2012/11/08

當學校的魚上天堂去...When a fish dies

今早收到學校director的email,
跟我們報告學校的一隻大金魚上天堂去了。
昨天下午接孩子的時候,我們已經看到掙扎努力與生命搏鬥的金魚,
回家車上,姐姐跟妹妹炫耀他們班上的班寵timo烏龜大哥的醜聞,
妹妹則不甘示弱的說教室除了金魚還有哪些小昆蟲跟生物。

今早送小靖到教室,她到魚缸去關心這位朋友,老師正在把牠撈出。
也許只是個不會說話的小生命,每天默默在孩子教室裡陪伴著他們,
視覺上少了一條魚,應該是幾天習慣的事情。
可是一點小儀式,機會教育,
便能在孩子心理種下一點點對生命的尊重與大自然的規則,以及文化的傳承。
即使,只是輕輕的,靜靜的......


Hello all,

One of our fish died last night. We all observed him fighting to live yesterday afternoon but alas, this morning, it was all over. We held a brief memorial attended by all those present. Some kind words were said like:
Goodbye fish. 
I liked you when you were alive.
You will never swim again.

and then David led us in our send off song--So Long  It's Been Good to Know Ya.
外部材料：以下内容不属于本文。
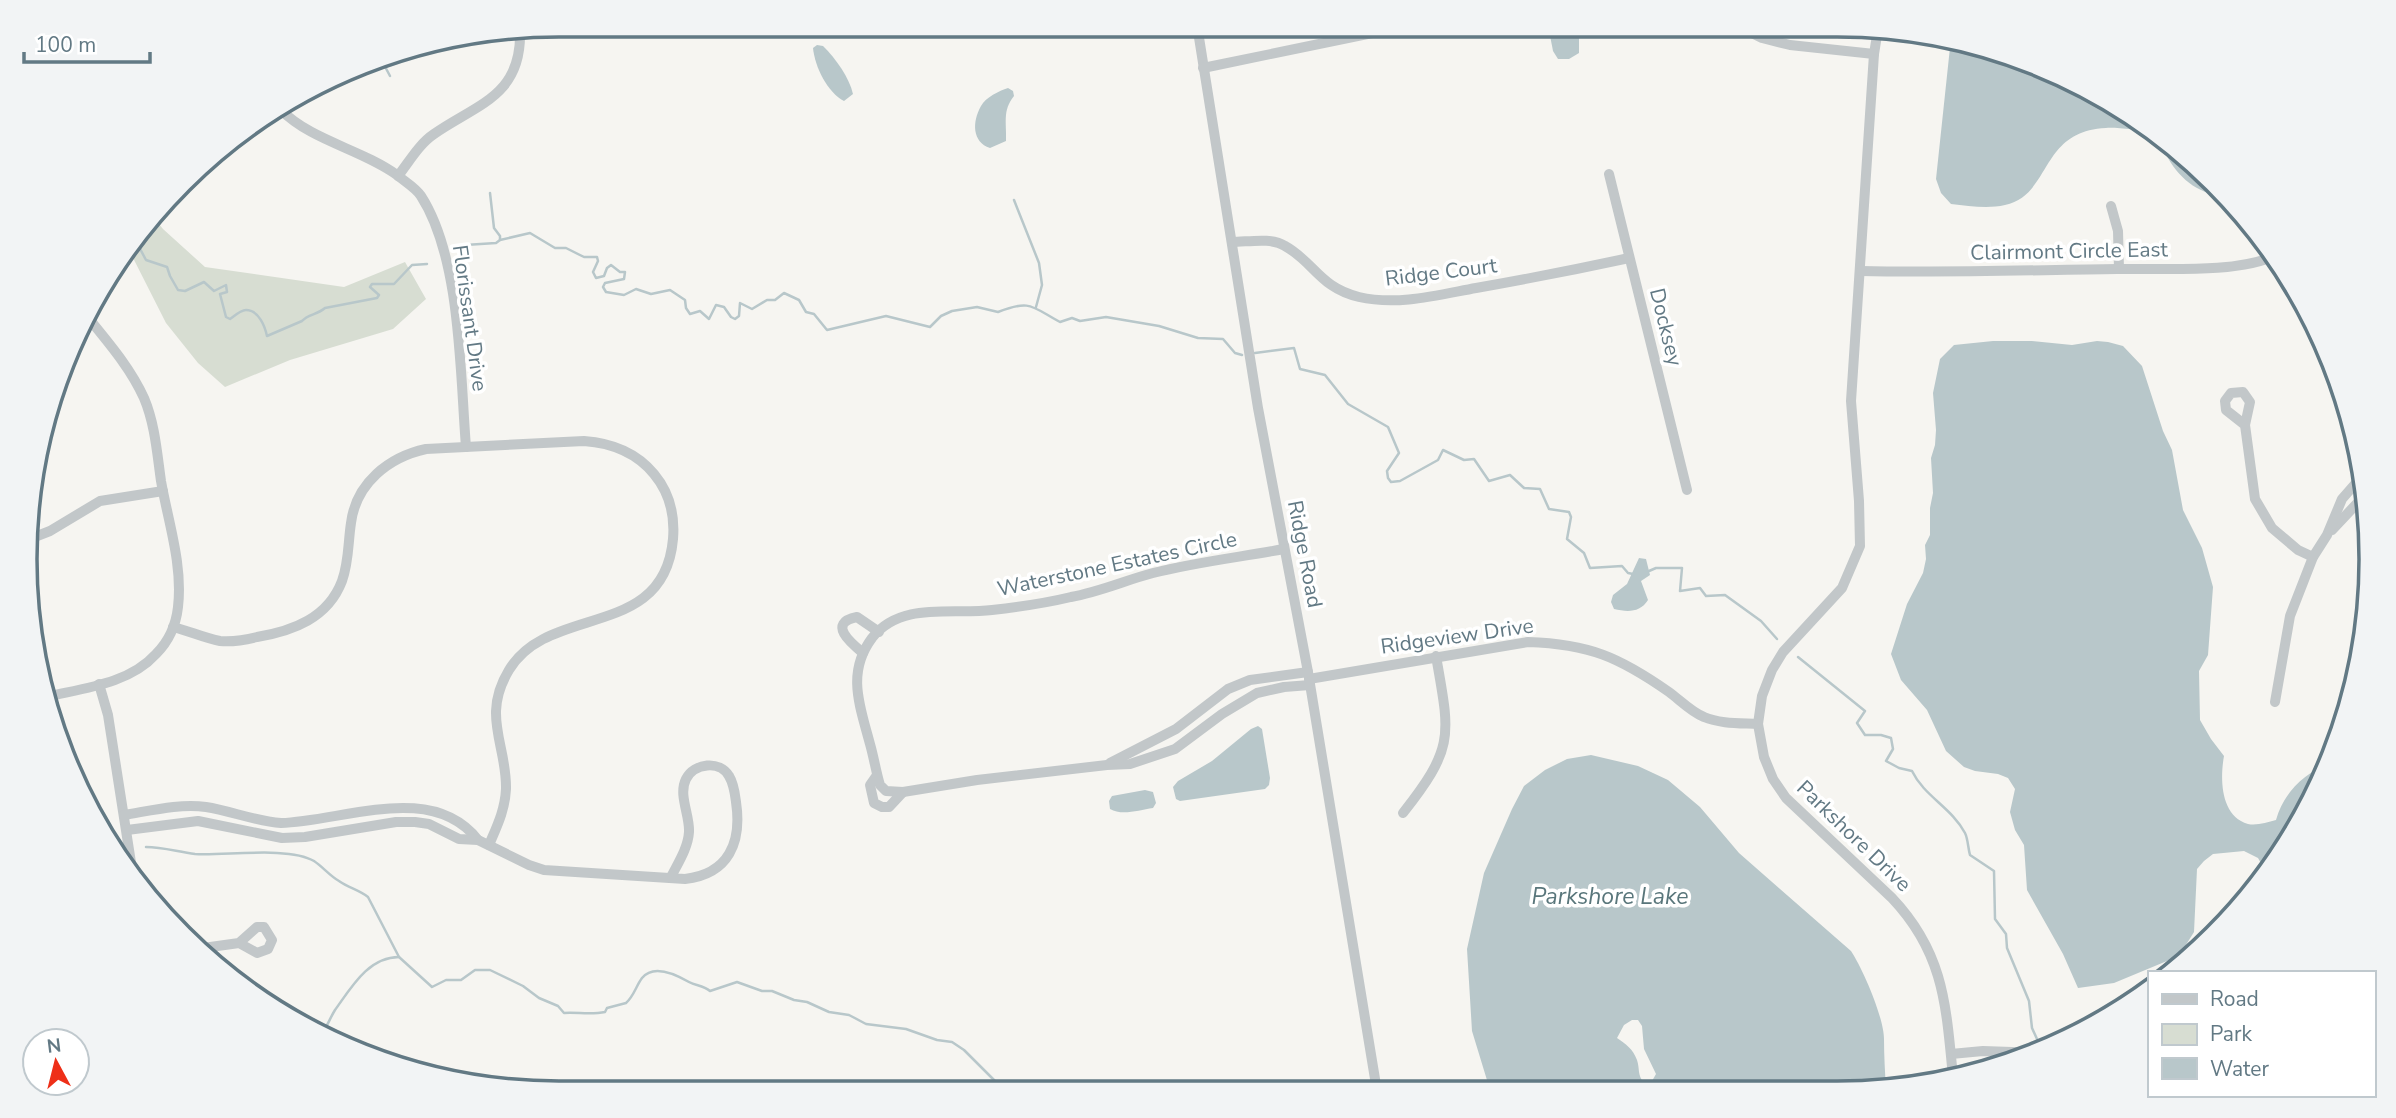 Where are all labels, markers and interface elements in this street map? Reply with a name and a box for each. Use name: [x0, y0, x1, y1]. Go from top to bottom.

Kerry then explained to a very quiet group that the fish will be buried under our mandarin orange tree because eventually the dead fish will turn to rich soil which will help the tree grow. This we learned from the Native Americans who would bury dead fish by their corn to help the corn grow tall and strong.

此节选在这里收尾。